Sunday, May 30, 2010

So in between reading Keats's letters to Fanny and mouthing the words to "La Belle Dame Sans Merci" or "To Autumn," another missing piece has tumbled out. It's not quite the grand secret of pretty prose that I'm looking for--though, now that I've been re-reading the book, it's not terribly written--could use a little more variety sentence-wise and word choice-wise. I haven't made much progress on the synopsis--my right wrist and by extension, my entire right arm aches.

Here's the missing link: It's called negative capability. Keats was a prolific letter writer. Seriously, if he was alive now, he'd be blogging it up and Facebooking, emailing, and IMing like the rest of us distracted, procrastinating writers. He wrote a letter in 1817 to his brothers, where he discussed and defined negative capability: "When a man is capable of being in uncertainties, mysteries, doubts, without any irritable reaching after fact and reason." It's the ability to accept mysteries without looking for a resolution--and knowing that a resolution won't be found.

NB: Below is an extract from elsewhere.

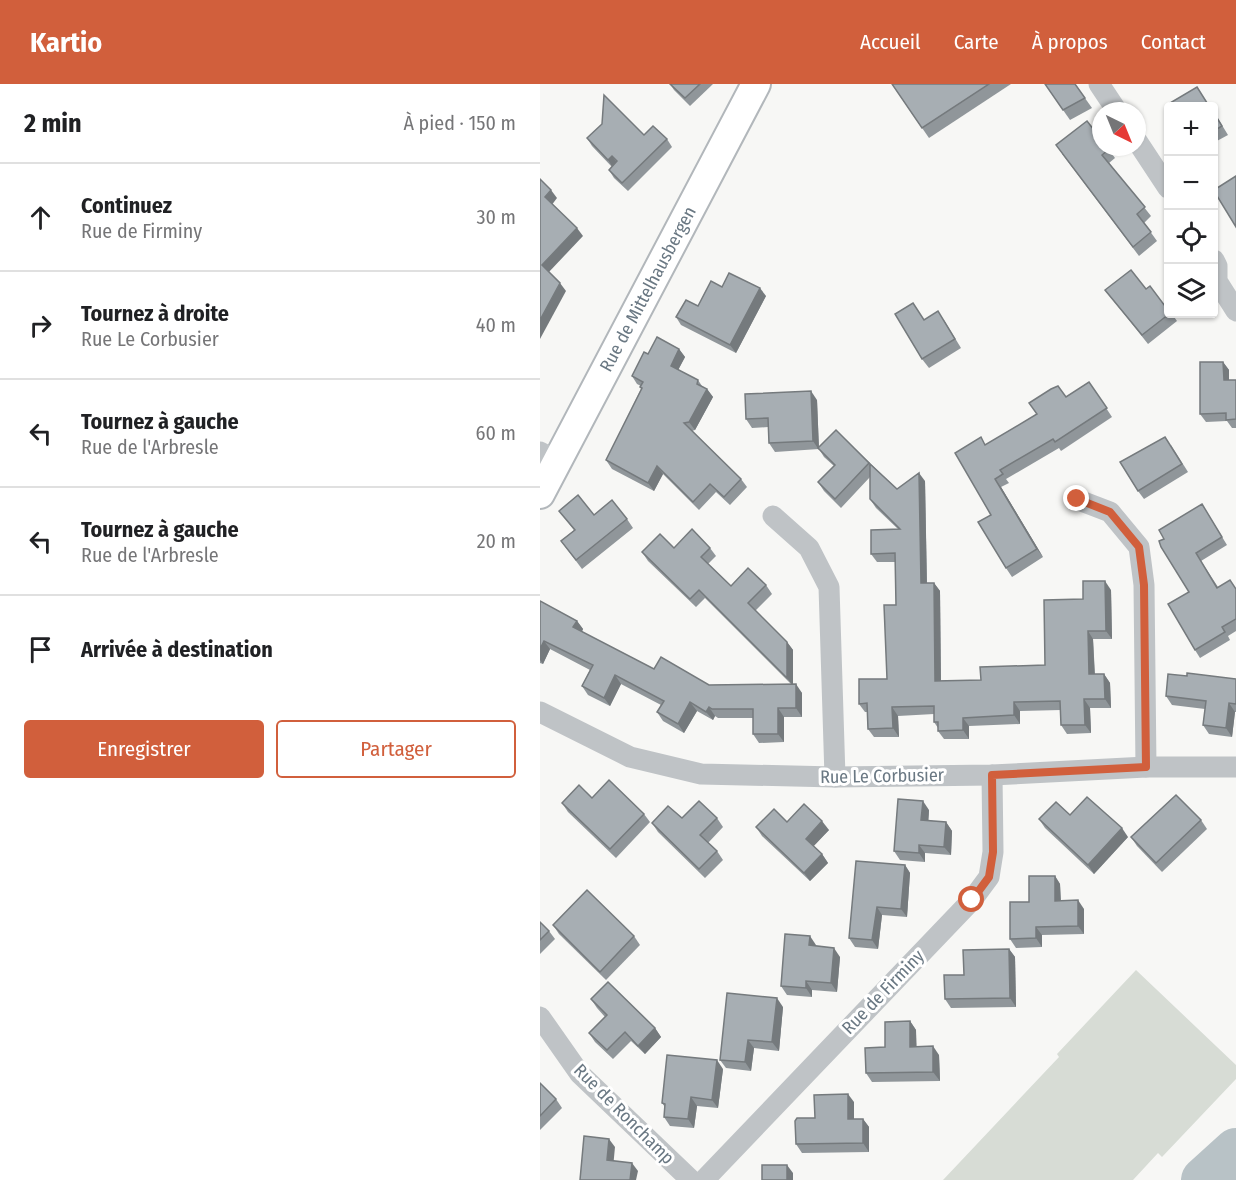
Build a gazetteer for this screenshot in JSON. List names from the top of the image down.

I had what Oprah would call an "aha!" moment the other night. I know how Eva and Jade switch bodies and how they switch back out. I now know the paranormal concept behind the why of what happened and Eva reads a lot about reincarnation, nirvana, meditation, undergoes hynotherapy, has her tarot read, realizes that she had a few instances where she may have seen things that normally wouldn't occur, thinks long and hard about her friendship with Brix and her mother's murky death and the faith she's grown up with...

I'd written on top of the first outline that this story is about how jumping over the edge into something scary and unknown is necessary sometimes. Then I pondered negative capability last night (while watching Avatar, of all things) and realized that's what Eva really has to ponder as she goes on this trippy journey I've sent her on. She's not a person who likes mysteries, yet she's surrounded by them.

I don't know that negative capability is the overall idea of the book, but it's a theme I couldn't put a name to and now I can. It just makes sense to me. It might a "hippy dippy writer thing" but, yeah, there are lots of things we can't understand in this world--but can we accept them, knowing they'll never be conclusively solved?

I think some people might get their wish for random bits of philosophy to float around in this book.

Tuesday, May 25, 2010

Missing Link

I've been reading a YA novel today, from internship, and it helped me solve a small but vital part of the book.

Astral projection, ladies and....ladies.

Quoi? You ask.

It's basically a form of an outer body experience. (As Eva says, she is having the MOTHER of all outer body experiences). According to wikipedia: The idea of astral travel is rooted in common worldwide religious accounts of the afterlife[2] in which the consciousness' or soul's journey or "ascent" is described in such terms as "an...out-of body experience, wherein the spiritual traveller leaves the physical body and travels in his/her subtle body (or dreambody or astral body) into ‘higher’ realms."[3] It is therefore associated with near death experiences and is also frequently reported as spontaneously experienced in association with sleep and dreams, illness,[4] surgical operations, drug experiences, sleep paralysis and forms of meditation.[5]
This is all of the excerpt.